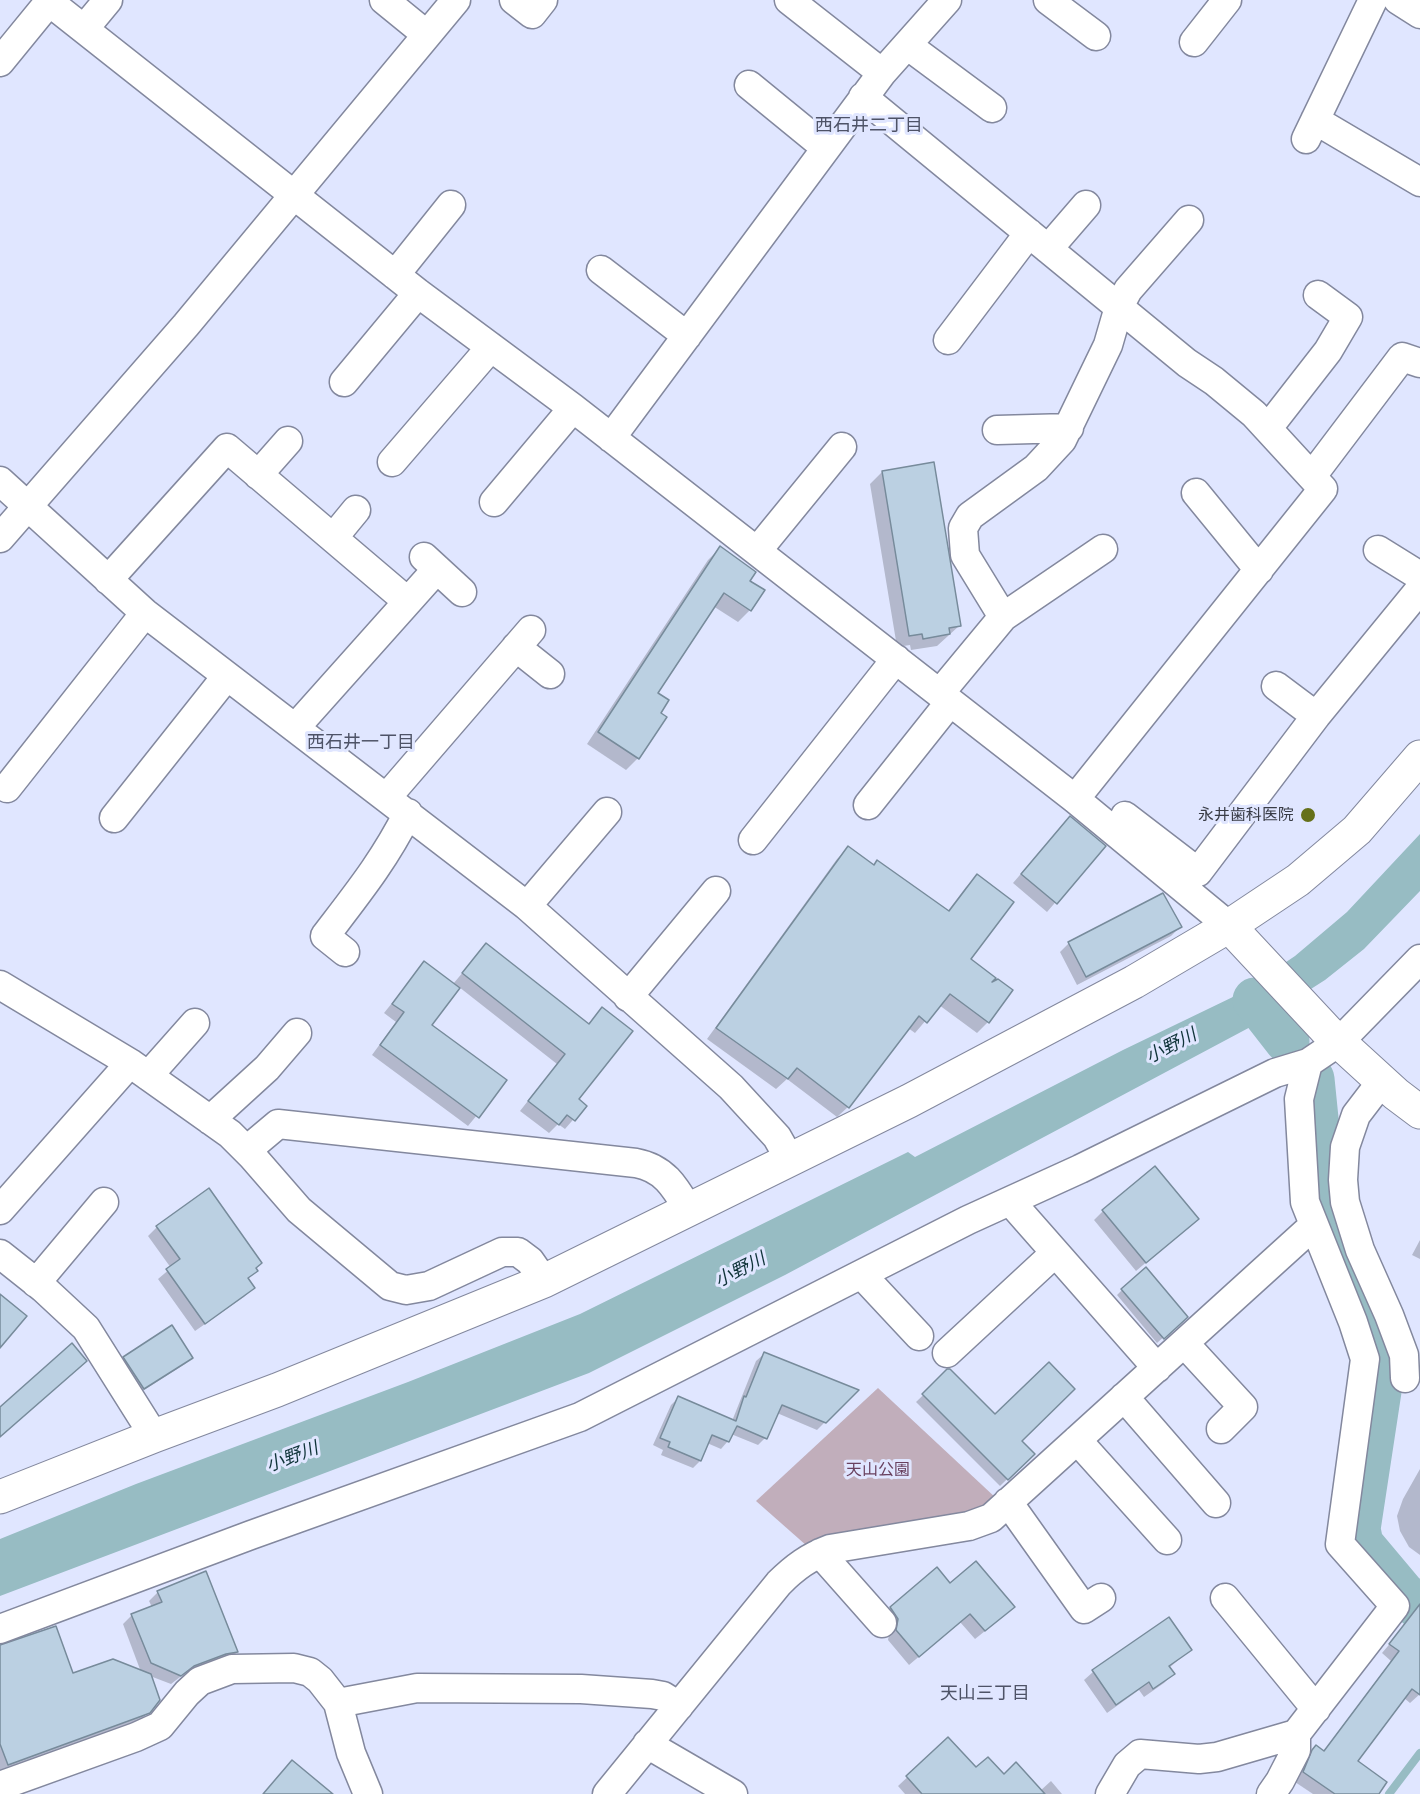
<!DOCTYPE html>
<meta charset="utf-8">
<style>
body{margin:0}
canvas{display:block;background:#e0e6ff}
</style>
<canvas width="1420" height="1794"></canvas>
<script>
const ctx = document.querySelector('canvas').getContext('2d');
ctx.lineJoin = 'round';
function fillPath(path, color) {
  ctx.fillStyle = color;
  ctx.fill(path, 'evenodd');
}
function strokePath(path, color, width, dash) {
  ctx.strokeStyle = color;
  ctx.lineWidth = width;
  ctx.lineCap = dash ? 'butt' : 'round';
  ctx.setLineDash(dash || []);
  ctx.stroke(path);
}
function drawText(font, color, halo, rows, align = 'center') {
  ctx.font = font + ' "Public Sans","Noto Sans JP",sans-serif';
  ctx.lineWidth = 6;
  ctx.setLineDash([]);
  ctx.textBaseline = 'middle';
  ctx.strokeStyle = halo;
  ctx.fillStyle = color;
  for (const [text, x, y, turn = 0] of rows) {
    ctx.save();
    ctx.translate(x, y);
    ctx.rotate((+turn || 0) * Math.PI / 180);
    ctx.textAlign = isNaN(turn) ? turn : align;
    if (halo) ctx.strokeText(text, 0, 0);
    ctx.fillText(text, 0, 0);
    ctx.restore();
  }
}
fillPath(new Path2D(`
 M 878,1388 L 997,1499 L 993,1506 L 807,1546 L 756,1501 Z`), '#c1aebb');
fillPath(new Path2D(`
 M 1420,834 L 1420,891 L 1364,949 L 1325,980 L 1256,1024 L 785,1275 L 589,1373 L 0,1596 L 0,1539 L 136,1484 L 408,1382 L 580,1314 L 908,1152 L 915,1157 L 1123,1050 L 1237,995 L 1295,956 L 1347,912 Z`), '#97bcc3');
fillPath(new Path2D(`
 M 882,472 L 959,626 L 937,646 L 911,650 L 910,645 L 897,647 L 870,484 Z
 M 720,548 L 748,581 L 750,610 L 738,622 L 713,606 L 655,693 L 638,758 L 626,770 L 587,744 L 708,560 Z
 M 1061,827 L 1104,846 L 1047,912 L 1013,883 Z
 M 848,848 L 947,912 L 966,887 L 977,876 L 969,959 L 986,987 L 1011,990 L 988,1022 L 977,1033 L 939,1005 L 915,1033 L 908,1028 L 848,1107 L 837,1117 L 787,1079 L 776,1089 L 707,1039 L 837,859 Z
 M 1180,927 L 1171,936 L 1077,985 L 1060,952 L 1069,943 Z
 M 486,945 L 587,1025 L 602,1009 L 577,1100 L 585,1106 L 565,1129 L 558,1124 L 549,1133 L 520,1111 L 557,1064 L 459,987 L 430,1026 L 505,1081 L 468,1126 L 372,1055 L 396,1022 L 384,1013 L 424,963 L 453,984 Z
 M 1103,1211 L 1197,1219 L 1136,1271 L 1094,1220 Z
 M 157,1227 L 254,1268 L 256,1271 L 247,1279 L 253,1288 L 244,1297 L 195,1331 L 158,1279 L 171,1268 L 148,1236 Z
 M 1420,1240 L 1420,1259 L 1412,1255 Z
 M 1122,1290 L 1180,1322 L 1157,1343 L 1117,1295 Z
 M 764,1354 L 856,1391 L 817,1430 L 777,1413 L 765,1438 L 758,1445 L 731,1434 L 728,1441 L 721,1449 L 707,1443 L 700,1461 L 693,1468 L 661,1455 L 663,1450 L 653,1445 L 671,1405 L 678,1398 L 732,1421 L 756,1361 Z
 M 124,1358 L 191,1358 L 185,1364 L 138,1394 L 119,1363 Z
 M 948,1371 L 1033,1454 L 1000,1486 L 916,1402 Z
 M 1420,1469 L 1420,1555 L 1409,1547 L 1400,1531 L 1397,1516 L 1403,1499 Z
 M 950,1585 L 1004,1616 L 975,1639 L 960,1622 L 909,1665 L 888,1640 L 890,1629 L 882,1617 L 891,1608 Z
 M 158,1592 L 237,1652 L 228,1661 L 216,1662 L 184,1674 L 171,1684 L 150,1676 L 149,1712 L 136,1724 L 0,1775 L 0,1646 L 72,1675 L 141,1672 L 123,1624 L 132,1615 L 152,1607 L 149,1601 Z
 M 1410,1620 L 1420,1628 L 1420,1694 L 1410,1703 L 1404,1698 L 1356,1762 L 1377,1794 L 1313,1794 L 1295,1782 L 1307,1756 L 1316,1747 L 1323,1752 L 1391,1661 L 1382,1653 Z
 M 1190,1650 L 1169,1668 L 1173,1674 L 1164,1683 L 1144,1697 L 1139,1690 L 1107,1713 L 1084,1680 L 1093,1672 Z
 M 948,1739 L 976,1769 L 1004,1776 L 1040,1791 L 1051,1781 L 1062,1794 L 905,1794 L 898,1786 Z`), '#0003');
strokePath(new Path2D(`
 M 1389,1794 L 1420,1753`), '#97bcc3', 8);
strokePath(new Path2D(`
 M 1255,1000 L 1287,1041
 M 1312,1079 L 1322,1178 L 1326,1200 L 1346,1260 L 1381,1349 L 1379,1391 L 1358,1529 L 1361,1544 L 1403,1594 L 1420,1608`), '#97bcc3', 45);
const building = new Path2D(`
 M 934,462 L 961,626 L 949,628 L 950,634 L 923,639 L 922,634 L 909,636 L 882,471 Z
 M 720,546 L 756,572 L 750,581 L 765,590 L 751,611 L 724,593 L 658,693 L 669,700 L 661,713 L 667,717 L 639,759 L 598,732 Z
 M 1070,816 L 1106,846 L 1057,904 L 1021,874 Z
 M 848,846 L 874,865 L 877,860 L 949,911 L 977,874 L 1014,902 L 971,959 L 996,978 L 992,982 L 998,979 L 1013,990 L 989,1023 L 950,994 L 927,1023 L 919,1016 L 849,1108 L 797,1068 L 788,1079 L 716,1028 Z
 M 1163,893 L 1182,927 L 1086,977 L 1068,942 Z
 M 486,943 L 589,1024 L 602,1007 L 633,1031 L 579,1099 L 587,1106 L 575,1121 L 567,1115 L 559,1125 L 528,1101 L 565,1054 L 462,973 Z
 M 424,961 L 460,988 L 432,1025 L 507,1080 L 479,1118 L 380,1045 L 404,1012 L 392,1004 Z
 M 1155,1166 L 1199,1219 L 1146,1263 L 1102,1210 Z
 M 209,1188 L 262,1263 L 256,1268 L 258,1271 L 248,1278 L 255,1288 L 205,1324 L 166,1269 L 180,1259 L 156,1226 Z
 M 1146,1267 L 1188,1317 L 1164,1339 L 1121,1289 Z
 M 0,1294 L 27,1316 L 0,1348 Z
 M 172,1325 L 193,1358 L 144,1389 L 123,1357 Z
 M 72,1343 L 87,1361 L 0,1437 L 0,1407 Z
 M 764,1352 L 859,1390 L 826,1423 L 782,1405 L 767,1439 L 737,1426 L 729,1442 L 712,1435 L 701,1461 L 668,1447 L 670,1442 L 660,1438 L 678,1396 L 736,1421 L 744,1396 L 746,1397 Z
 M 1049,1362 L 1075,1389 L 1022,1441 L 1035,1454 L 1008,1480 L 922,1394 L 947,1369 L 950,1369 L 995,1414 Z
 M 976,1561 L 1015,1607 L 985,1631 L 970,1614 L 919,1657 L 896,1630 L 898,1619 L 890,1607 L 937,1567 L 950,1583 Z
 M 206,1571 L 238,1652 L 226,1654 L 194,1666 L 181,1676 L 151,1663 L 131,1614 L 162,1602 L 157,1591 Z
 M 1420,1604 L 1420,1695 L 1412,1689 L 1358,1761 L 1387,1782 L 1379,1794 L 1335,1794 L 1303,1772 L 1312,1750 L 1316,1745 L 1324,1751 L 1399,1651 L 1389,1644 Z
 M 1169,1617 L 1192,1650 L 1169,1666 L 1175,1674 L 1153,1689 L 1149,1682 L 1116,1705 L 1092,1670 Z
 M 56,1626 L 73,1673 L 113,1659 L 151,1674 L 160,1700 L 150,1713 L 142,1716 L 8,1765 L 0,1744 L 0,1645 Z
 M 948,1737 L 976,1767 L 988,1757 L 1004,1774 L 1016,1762 L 1045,1794 L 922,1794 L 906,1776 Z
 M 292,1760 L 333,1794 L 263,1794 Z`);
fillPath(building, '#bbd0e2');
strokePath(building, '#778b9b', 1.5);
const minor = new Path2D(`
 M 47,0 L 418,293 L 573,408 L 1075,799 L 1229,926
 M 384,0 L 427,35
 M 514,0 L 532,14 L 543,0
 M 789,0 L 882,73 L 947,0
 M 1048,0 L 1096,36
 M 1398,0 L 1420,14
 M 84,29 L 108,0
 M 1194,42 L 1227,0
 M 907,45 L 992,108
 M 0,62 L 49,2
 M 749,85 L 826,148
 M 863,97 L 1187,363 L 1214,381 L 1254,414 L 1323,489 L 1075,799
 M 1315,120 L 1420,182
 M 1306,139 L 1373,0
 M 1048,249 L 1086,205
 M 601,270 L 687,336
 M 395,275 L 451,205
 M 948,340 L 1029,233
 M 344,382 L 418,293
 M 1268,428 L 1328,351 L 1348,317 L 1318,295
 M 997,430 L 1069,428
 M 611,438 L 882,73
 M 392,462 L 491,347
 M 258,475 L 288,441
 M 1312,476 L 1402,357 L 1420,363
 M 0,481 L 145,613 L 527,906 L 731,1087 L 777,1137 L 790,1160
 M 1196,493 L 1259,570
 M 494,502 L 573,408
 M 0,538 L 186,325 L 456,0
 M 333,538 L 356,510
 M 1378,550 L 1420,576
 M 757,551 L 842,447
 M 424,557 L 462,592
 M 108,580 L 227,448 L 407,601
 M 1003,617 L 1103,549
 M 516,647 L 550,674
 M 1276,686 L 1316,716
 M 940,693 L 1003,617 L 965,555 L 963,528 L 970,516 L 1036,468 L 1062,440 L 1108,345 L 1119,307 L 1128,290 L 1189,220
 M 295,728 L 437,569
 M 7,788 L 145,613
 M 387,797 L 531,630
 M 868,805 L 950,702
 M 1125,816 L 1198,872 L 1316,716 L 1420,589
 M 114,818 L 226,677
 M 753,840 L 896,659
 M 527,906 L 607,812
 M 345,952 L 325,936 C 357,894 384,861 408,813
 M 0,985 L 130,1063 L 230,1134 L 252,1156 L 299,1210 L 390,1286 L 406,1290 L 429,1286 L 502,1252 L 518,1252 L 530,1261 L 544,1281
 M 628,997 L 716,891
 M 148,1076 L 195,1023
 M 1382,1081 L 1356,1115 L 1345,1147 L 1343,1180 L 1345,1202 L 1360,1250 L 1389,1315 L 1404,1355 L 1405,1378
 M 210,1120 L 267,1068 L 297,1033
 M 247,1150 L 278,1124 L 636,1163 C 664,1168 675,1187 688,1209
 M 1010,1201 L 1157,1368
 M 0,1210 L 130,1063
 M 0,1254 L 43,1288 L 86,1328 L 154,1436
 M 862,1275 L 919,1336
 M 36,1283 L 104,1202
 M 1184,1343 L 1243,1407 L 1221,1429
 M 947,1353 L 1055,1253
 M 1124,1397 L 1216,1503
 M 1077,1440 L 1167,1540
 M 1008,1502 L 1084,1609 L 1101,1598
 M 820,1553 L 882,1623
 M 1225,1598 L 1316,1709
 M 0,1629 L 251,1535 L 580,1417 L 968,1220 L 1080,1169 L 1275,1073 L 1308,1063 L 1339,1042 L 1420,959
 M 338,1703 L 417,1688 L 581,1689 L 652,1694 L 663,1696 L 679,1706
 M 647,1744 L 733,1794
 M 0,1786 L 136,1737 L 160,1726 L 187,1693 L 200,1681 L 232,1669 L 294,1668 L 310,1672 L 320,1680 L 338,1703 L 351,1753 L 368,1794
 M 607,1794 L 779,1583 C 795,1567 809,1557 830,1549 L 969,1526 L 991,1518 L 1314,1225
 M 1110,1794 L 1127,1765 L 1140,1754 L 1199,1759 L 1217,1757 L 1296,1734 L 1395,1606 L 1340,1544 L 1365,1359 L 1353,1322 L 1305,1202 L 1299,1099 L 1308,1063
 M 1271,1794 L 1280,1781 L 1296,1750 L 1296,1734`);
const tertiary = new Path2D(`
 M 1229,926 L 1328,1032 L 1396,1094 L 1420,1112
 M 0,1497 L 154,1436 L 277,1390 L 544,1281 L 909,1101 L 1134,982 L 1229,926 L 1298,880 L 1357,830 L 1420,757`);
strokePath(minor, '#83889e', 31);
strokePath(tertiary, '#83889e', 35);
strokePath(minor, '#fff', 28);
strokePath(tertiary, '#fff', 33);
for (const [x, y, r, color] of [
 [1308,815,8,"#657019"]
]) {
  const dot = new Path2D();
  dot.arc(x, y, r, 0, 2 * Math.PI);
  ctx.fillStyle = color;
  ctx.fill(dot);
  strokePath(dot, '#e0e6ff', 2);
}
drawText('16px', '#393c46', '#e0e6ff', [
 ["永井歯科医院",1294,815]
], 'right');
drawText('16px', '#69415f', '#e0e6ff', [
 ["天山公園",878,1470]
]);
drawText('18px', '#4e5367', '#e0e6ff', [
 ["西石井二丁目",869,125],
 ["西石井一丁目",361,742],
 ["天山三丁目",985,1693]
]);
drawText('italic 18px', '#0f3339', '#e0e6ff', [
 ["小野川",1171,1046,-27],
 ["小野川",740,1270,-27],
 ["小野川",292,1457,-21]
]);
</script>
**********
## What you will do
The string "function" may occur in the listing; show every line where it does.

## Response to the task
function fillPath(path, color) {
function strokePath(path, color, width, dash) {
function drawText(font, color, halo, rows, align = 'center') {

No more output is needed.